(What you will do) Your answer is a copy of every line in the records where "grid" appears.

────────────────

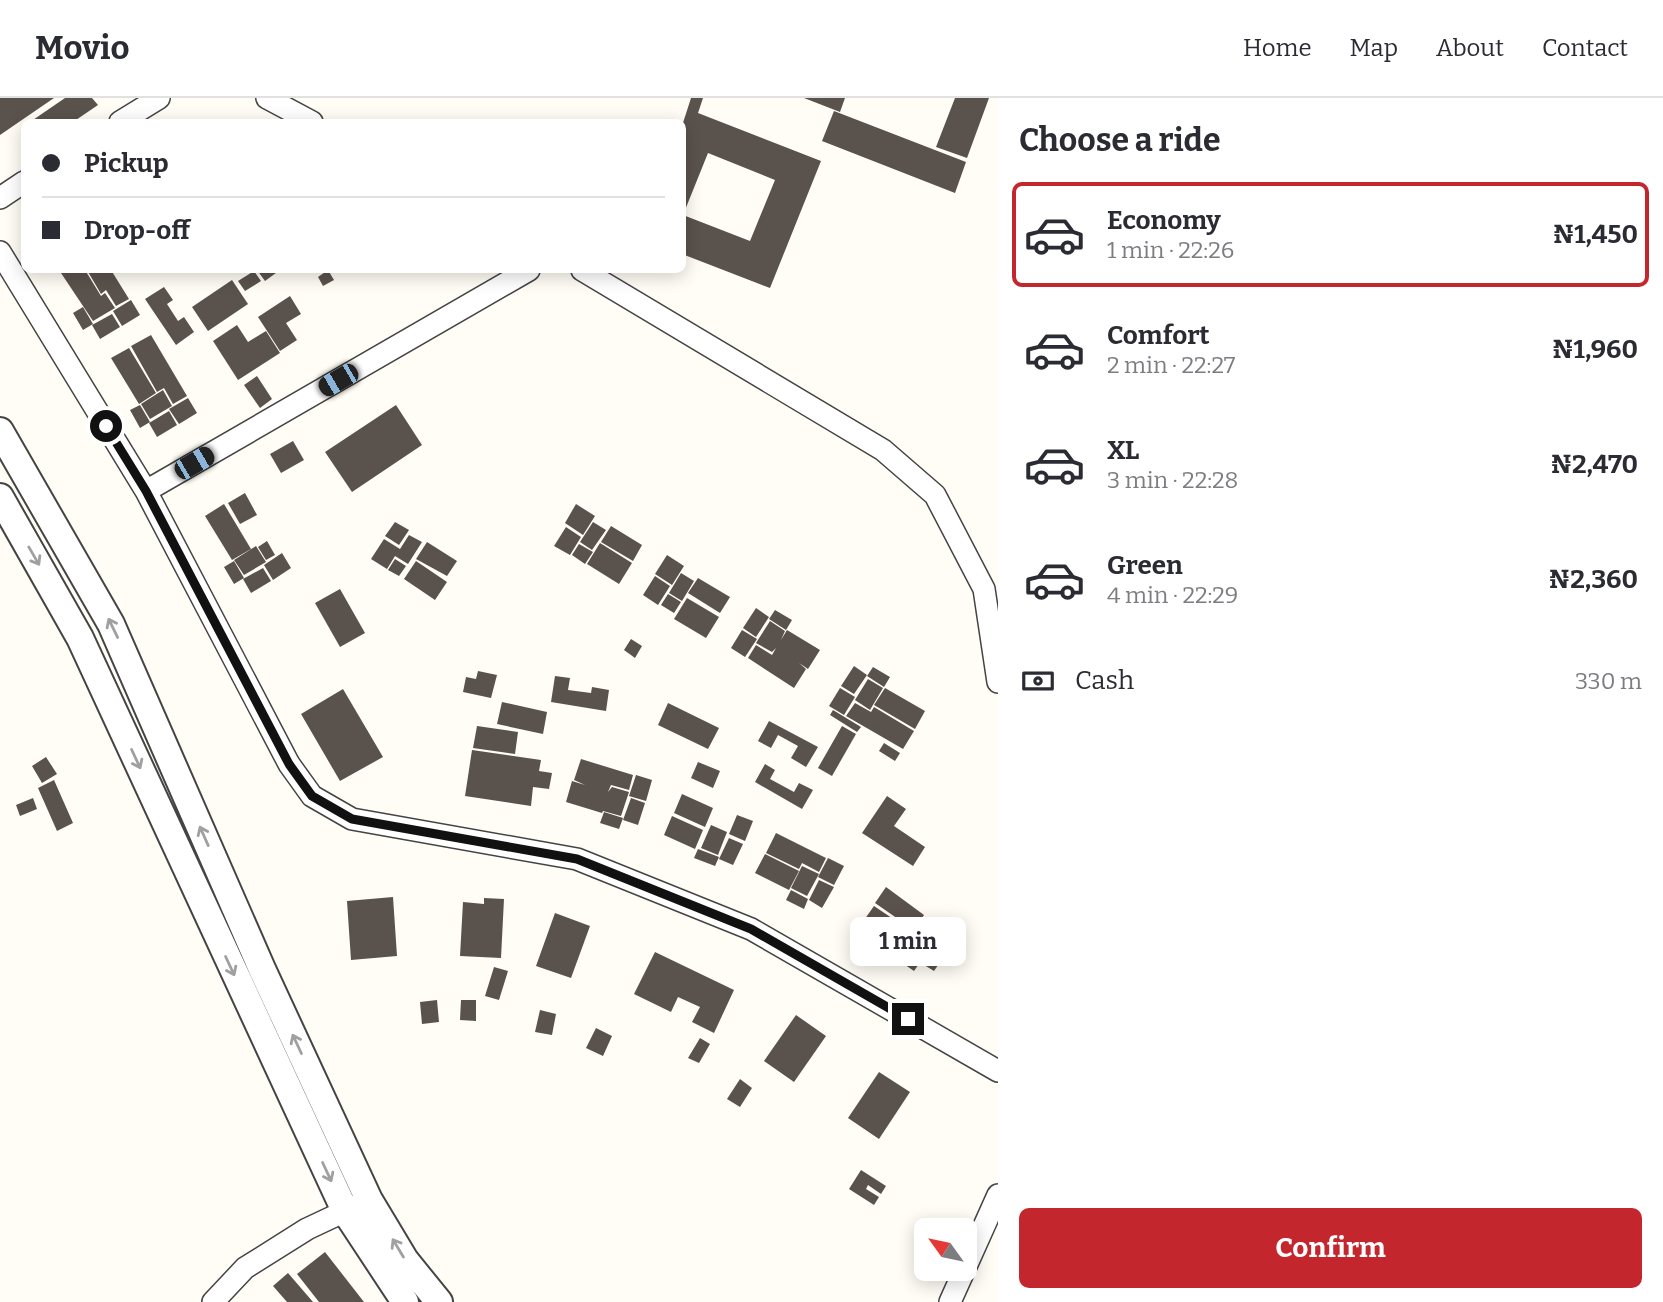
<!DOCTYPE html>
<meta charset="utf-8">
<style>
body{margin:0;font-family:Bitter,serif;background:#f2f2f3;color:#2b2b33;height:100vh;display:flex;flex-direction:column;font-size:26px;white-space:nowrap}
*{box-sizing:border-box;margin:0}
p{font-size:23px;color:#7c7c81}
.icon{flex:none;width:38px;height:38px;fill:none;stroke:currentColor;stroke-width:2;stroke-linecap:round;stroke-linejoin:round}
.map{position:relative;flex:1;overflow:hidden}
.details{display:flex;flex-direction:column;background:#fff;width:665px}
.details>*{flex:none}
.hud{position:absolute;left:21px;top:21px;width:665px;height:154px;border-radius:10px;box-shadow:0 4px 18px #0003;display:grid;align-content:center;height:154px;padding:0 21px;background:#fff}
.needle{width:46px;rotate:303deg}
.tools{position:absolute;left:914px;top:1120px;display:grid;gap:14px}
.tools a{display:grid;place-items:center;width:63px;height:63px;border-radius:10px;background:#fff;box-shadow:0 4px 18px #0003;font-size:35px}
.end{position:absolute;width:32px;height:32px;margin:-16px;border:9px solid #111;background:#fff;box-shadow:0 0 0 4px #fff}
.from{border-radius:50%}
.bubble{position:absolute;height:49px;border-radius:10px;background:#fff;box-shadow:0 4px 18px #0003;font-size:23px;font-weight:700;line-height:49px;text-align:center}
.car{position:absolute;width:21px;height:42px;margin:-21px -10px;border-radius:9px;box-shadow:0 0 5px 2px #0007;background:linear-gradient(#222 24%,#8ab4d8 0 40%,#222 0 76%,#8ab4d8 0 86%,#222 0)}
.hud b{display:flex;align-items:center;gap:24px;height:66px;font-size:26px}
.hud b+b{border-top:2px solid #e1e1e2}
.hud i{width:18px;height:18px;background:#2b2b33}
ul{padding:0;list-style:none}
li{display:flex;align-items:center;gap:21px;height:105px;margin:0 14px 10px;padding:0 7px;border:4px solid transparent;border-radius:10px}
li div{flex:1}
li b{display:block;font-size:26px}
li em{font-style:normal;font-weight:700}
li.active{border-color:#c4262e}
li>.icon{width:63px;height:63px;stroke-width:1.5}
h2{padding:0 21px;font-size:32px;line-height:84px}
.pay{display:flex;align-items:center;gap:18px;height:77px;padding:0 21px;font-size:26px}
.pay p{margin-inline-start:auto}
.button{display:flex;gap:14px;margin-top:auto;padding:14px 21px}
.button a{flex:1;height:80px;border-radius:10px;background:#c4262e;color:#fff;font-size:28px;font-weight:700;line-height:80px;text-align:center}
header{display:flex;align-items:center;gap:42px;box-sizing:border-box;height:98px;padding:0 35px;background:#fff;border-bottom:2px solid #e1e1e2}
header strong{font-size:33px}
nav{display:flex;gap:38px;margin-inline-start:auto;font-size:24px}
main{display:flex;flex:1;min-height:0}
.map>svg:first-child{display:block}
.building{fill:#5a524d;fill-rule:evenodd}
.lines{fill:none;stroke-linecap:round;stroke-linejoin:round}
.minor-casing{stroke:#444;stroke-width:24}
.tertiary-casing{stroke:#444;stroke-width:30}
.minor{stroke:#fff;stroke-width:21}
.tertiary{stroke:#fff;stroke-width:26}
.oneway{stroke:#a0a0a0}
.route{stroke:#111;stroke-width:9}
</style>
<header>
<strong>Movio</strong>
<nav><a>Home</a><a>Map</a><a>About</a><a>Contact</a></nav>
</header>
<main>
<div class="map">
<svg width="998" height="1204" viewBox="0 0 998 1204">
<rect width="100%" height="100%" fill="#fffdf5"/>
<path class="building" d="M 0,0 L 54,0 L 0,37 Z
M 65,0 L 92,0 L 98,7 L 73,24 L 30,24 Z
M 691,0 L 703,0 L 698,15 L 821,63 L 770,190 L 682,156 L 682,28 ZM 708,55 L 775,82 L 750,143 L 683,117 Z
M 804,0 L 845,0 L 840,14 Z
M 955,0 L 989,0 L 967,60 L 936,49 Z
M 834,13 L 966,64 L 955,95 L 822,43 Z
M 59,172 L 85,172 L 101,198 L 105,195 L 115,210 L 93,223 Z
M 87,172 L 111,172 L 129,201 L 116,208 L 106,192 L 101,196 Z
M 257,172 L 280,172 L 265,183 Z
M 328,172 L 334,182 L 323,188 L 318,179 Z
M 254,173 L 261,183 L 245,193 L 238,183 Z
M 232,182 L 248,206 L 208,233 L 192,209 Z
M 164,189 L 173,202 L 167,206 L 178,223 L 184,219 L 194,234 L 176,247 L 145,201 Z
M 290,198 L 301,216 L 286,225 L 297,242 L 280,253 L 258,219 Z
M 131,202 L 140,217 L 122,228 L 113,213 Z
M 83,209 L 93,226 L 83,232 L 73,215 Z
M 112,216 L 120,229 L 100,241 L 92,227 Z
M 237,227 L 248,244 L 266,233 L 280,255 L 238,282 L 213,243 Z
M 151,237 L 187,298 L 173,306 L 164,290 L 157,294 L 131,248 Z
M 129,250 L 156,295 L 139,306 L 111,260 Z
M 257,278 L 272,301 L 260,310 L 244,287 Z
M 163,292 L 172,308 L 150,321 L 141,306 Z
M 188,300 L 197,315 L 179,326 L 169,311 Z
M 140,307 L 150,324 L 140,330 L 130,312 Z
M 396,307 L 422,347 L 352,394 L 325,354 Z
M 169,313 L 177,327 L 157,339 L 149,325 Z
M 293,343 L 304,362 L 281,375 L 270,356 Z
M 245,395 L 257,417 L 240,426 L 228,405 Z
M 224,406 L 251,451 L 232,462 L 205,418 Z
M 576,406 L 595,418 L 583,437 L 565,425 Z
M 395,424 L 409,432 L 399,447 L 385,438 Z
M 593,424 L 606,432 L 592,452 L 580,444 Z
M 611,428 L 642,447 L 633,463 L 601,444 Z
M 566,429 L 581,439 L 570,457 L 554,448 Z
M 409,437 L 422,444 L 408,466 L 395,458 L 387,471 L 371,461 L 384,441 L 400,451 Z
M 267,443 L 275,457 L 266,462 L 258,449 Z
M 427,444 L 457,463 L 447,478 L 416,461 Z
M 600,445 L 632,465 L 619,486 L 587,466 Z
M 579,446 L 593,454 L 585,466 L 572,457 Z
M 256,448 L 266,464 L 244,477 L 234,462 Z
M 282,455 L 291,470 L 273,482 L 264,467 Z
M 667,457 L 684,468 L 672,487 L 655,476 Z
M 395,461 L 406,468 L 399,478 L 388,472 Z
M 234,463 L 244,480 L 234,486 L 224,469 Z
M 416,463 L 447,484 L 435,502 L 404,481 Z
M 263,470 L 271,483 L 251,495 L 243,481 Z
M 681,475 L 694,483 L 682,503 L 669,495 Z
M 655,478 L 670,488 L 658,507 L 643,497 Z
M 698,480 L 730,499 L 720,515 L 688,495 Z
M 340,491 L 365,535 L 340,549 L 315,505 Z
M 668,496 L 681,504 L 674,515 L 661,507 Z
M 687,500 L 719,519 L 706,540 L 674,521 Z
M 756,510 L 769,519 L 756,539 L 743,530 Z
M 775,512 L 792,522 L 786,532 L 769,521 Z
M 770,523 L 785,533 L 781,542 L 787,532 L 820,552 L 808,571 L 799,565 L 806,571 L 794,590 L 748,560 L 756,547 L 772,557 L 776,550 L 772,554 L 756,545 Z
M 742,532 L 757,541 L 745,559 L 731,550 Z
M 631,541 L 642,548 L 635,560 L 624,552 Z
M 854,568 L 867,577 L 854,596 L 841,588 Z
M 873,569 L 890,579 L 884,589 L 867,578 Z
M 478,573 L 497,577 L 491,600 L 463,594 L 466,579 L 476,581 Z
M 555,578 L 570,580 L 568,592 L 591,595 L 592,589 L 609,592 L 606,613 L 551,604 Z
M 868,581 L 883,590 L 870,612 L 855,602 Z
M 840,590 L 855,599 L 844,617 L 829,608 Z
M 885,590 L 925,613 L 915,631 L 874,607 Z
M 343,591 L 383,659 L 340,683 L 301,616 Z
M 502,604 L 547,614 L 543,636 L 497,626 Z
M 668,605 L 719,630 L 708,651 L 658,627 Z
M 855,605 L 871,614 L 874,609 L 914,633 L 903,651 L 846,618 Z
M 833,612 L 861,629 L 857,634 L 830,617 Z
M 769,623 L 818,649 L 806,669 L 791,660 L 798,648 L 778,637 L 771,650 L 758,643 Z
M 477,628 L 518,634 L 515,656 L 473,650 Z
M 842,628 L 856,636 L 832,678 L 818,670 Z
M 884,645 L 900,655 L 895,663 L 879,653 Z
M 472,652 L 541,662 L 539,673 L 552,675 L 549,691 L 533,689 L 531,708 L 465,698 Z
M 46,659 L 57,676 L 42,685 L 32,668 Z
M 581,661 L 633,677 L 629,692 L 611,687 L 608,694 L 612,689 L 629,694 L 621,718 L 603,713 L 602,715 L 566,704 L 572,683 L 585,687 L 574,682 Z
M 698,664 L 720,673 L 713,690 L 691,680 Z
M 765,666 L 775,672 L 770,681 L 794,694 L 799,685 L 813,692 L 802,711 L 755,684 Z
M 636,677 L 652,682 L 646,703 L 629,698 Z
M 54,682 L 73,725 L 57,733 L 38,690 Z
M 682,696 L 713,710 L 705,729 L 674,715 Z
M 887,698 L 906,711 L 894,728 L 925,749 L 913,768 L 862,735 Z
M 33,700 L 37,711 L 20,718 L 16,707 Z
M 631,700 L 645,705 L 638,727 L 623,722 Z
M 604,714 L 623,720 L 619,731 L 600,725 Z
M 737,717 L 753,723 L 745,743 L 729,736 Z
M 672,718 L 703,732 L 695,751 L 664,737 Z
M 711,727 L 727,734 L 718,757 L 701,750 Z
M 776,735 L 826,760 L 819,774 L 802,765 L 799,771 L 766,755 Z
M 729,740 L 743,746 L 733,767 L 719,761 Z
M 698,751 L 719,759 L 715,768 L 694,760 Z
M 765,756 L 799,773 L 789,792 L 755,775 Z
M 828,760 L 844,768 L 834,787 L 818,779 Z
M 802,768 L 819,776 L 807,798 L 791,790 Z
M 819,782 L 834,789 L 822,810 L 809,802 Z
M 886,789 L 924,817 L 914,832 L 875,805 Z
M 791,792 L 808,801 L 804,811 L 786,802 Z
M 393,799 L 397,858 L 351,862 L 347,803 Z
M 484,800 L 504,801 L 501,860 L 460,858 L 463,804 L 484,806 Z
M 874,808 L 914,835 L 902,852 L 862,825 Z
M 555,815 L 590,828 L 571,880 L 536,868 Z
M 929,819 L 940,826 L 934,836 L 922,829 Z
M 945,824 L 959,834 L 948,852 L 933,843 Z
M 918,829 L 934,839 L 920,860 L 905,851 Z
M 934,845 L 947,854 L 934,873 L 921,865 Z
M 904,852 L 921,863 L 914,873 L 898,862 Z
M 655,854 L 734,892 L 714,935 L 692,924 L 700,909 L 678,899 L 671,914 L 634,896 Z
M 494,869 L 508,873 L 499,902 L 485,898 Z
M 437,902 L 439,924 L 422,926 L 420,904 Z
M 461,902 L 476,902 L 476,923 L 460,922 Z
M 540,912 L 556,916 L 552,937 L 535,934 Z
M 796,917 L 826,938 L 794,984 L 764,963 Z
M 596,930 L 612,938 L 603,958 L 586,950 Z
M 700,940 L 710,946 L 699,965 L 688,960 Z
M 879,974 L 910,994 L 879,1041 L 848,1020 Z
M 740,981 L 752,990 L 740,1009 L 727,1001 Z
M 861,1072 L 886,1088 L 881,1096 L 868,1087 L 866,1091 L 879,1099 L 874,1107 L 849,1091 Z
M 325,1154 L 364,1204 L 319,1204 L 297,1176 Z
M 288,1175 L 313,1204 L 287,1204 L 273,1188 Z"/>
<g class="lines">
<g class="minor-casing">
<path id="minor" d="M 267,0 L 312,24
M 120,24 L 159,0
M 0,100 L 24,84
M 0,154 L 146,393 L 289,666 L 312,698 L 352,721 L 577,761 L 751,831 L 998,973
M 582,172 L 883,352 L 935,397 L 984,491 L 998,584
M 146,393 L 529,172
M 213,1204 L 245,1170 L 307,1131 L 358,1107
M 950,1204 L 998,1097"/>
</g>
<g class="tertiary-casing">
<path id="tertiary" d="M 0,333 L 111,526 L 262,871 L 369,1102 L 405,1162 L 439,1204
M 0,399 L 80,540 L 345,1113 L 405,1204"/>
</g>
<use href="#minor" class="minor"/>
<use href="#tertiary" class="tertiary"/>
</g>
<defs><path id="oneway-shaft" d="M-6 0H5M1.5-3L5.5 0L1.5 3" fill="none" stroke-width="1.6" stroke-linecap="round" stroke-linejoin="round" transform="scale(1.75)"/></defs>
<g class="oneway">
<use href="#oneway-shaft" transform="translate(34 458) rotate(60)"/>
<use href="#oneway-shaft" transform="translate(113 530) rotate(-116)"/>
<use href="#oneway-shaft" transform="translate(136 661) rotate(65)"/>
<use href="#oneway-shaft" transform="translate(204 738) rotate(-114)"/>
<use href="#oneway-shaft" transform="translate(230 868) rotate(65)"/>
<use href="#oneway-shaft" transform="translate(297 946) rotate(-115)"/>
<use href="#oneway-shaft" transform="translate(327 1074) rotate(65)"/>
<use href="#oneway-shaft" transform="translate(398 1150) rotate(-121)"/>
</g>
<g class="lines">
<path class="route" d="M 106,328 L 146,393 L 289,666 L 312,698 L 352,721 L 577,761 L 751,831 L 908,921"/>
</g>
</svg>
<div class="tools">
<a><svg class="needle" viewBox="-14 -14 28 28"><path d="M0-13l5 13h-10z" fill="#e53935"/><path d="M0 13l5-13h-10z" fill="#7c7c81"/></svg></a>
</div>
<i class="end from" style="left:106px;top:328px"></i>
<i class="end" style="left:908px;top:921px"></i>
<div class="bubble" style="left:850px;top:819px;width:116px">1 min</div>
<i class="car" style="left:338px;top:282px;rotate:240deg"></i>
<i class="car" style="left:194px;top:365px;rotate:60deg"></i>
<div class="hud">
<b><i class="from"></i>Pickup</b>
<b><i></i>Drop-off</b>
</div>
</div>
<section class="details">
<h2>Choose a ride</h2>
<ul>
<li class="active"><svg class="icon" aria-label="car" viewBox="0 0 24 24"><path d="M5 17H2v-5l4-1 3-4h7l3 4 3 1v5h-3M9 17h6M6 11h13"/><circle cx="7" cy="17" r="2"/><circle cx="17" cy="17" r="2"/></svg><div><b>Economy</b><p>1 min · 22:26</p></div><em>₦1,450</em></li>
<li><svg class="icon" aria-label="car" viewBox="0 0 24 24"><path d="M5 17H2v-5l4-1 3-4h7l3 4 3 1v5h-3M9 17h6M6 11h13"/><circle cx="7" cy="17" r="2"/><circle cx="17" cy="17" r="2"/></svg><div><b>Comfort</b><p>2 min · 22:27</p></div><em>₦1,960</em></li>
<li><svg class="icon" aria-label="car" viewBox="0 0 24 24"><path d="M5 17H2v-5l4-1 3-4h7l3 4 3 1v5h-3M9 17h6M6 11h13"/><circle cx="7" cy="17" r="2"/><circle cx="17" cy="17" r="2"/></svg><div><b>XL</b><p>3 min · 22:28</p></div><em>₦2,470</em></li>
<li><svg class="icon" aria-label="car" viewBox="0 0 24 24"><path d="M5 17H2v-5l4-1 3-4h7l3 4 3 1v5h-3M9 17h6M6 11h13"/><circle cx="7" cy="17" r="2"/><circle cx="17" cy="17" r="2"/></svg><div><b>Green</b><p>4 min · 22:29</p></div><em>₦2,360</em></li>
</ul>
<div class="pay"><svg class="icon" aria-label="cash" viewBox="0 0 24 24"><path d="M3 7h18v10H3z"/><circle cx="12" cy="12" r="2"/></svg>Cash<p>330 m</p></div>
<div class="button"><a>Confirm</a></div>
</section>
</main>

────────────────

(Result)
.hud{position:absolute;left:21px;top:21px;width:665px;height:154px;border-radius:10px;box-shadow:0 4px 18px #0003;display:grid;align-content:center;height:154px;padding:0 21px;background:#fff}
.tools{position:absolute;left:914px;top:1120px;display:grid;gap:14px}
.tools a{display:grid;place-items:center;width:63px;height:63px;border-radius:10px;background:#fff;box-shadow:0 4px 18px #0003;font-size:35px}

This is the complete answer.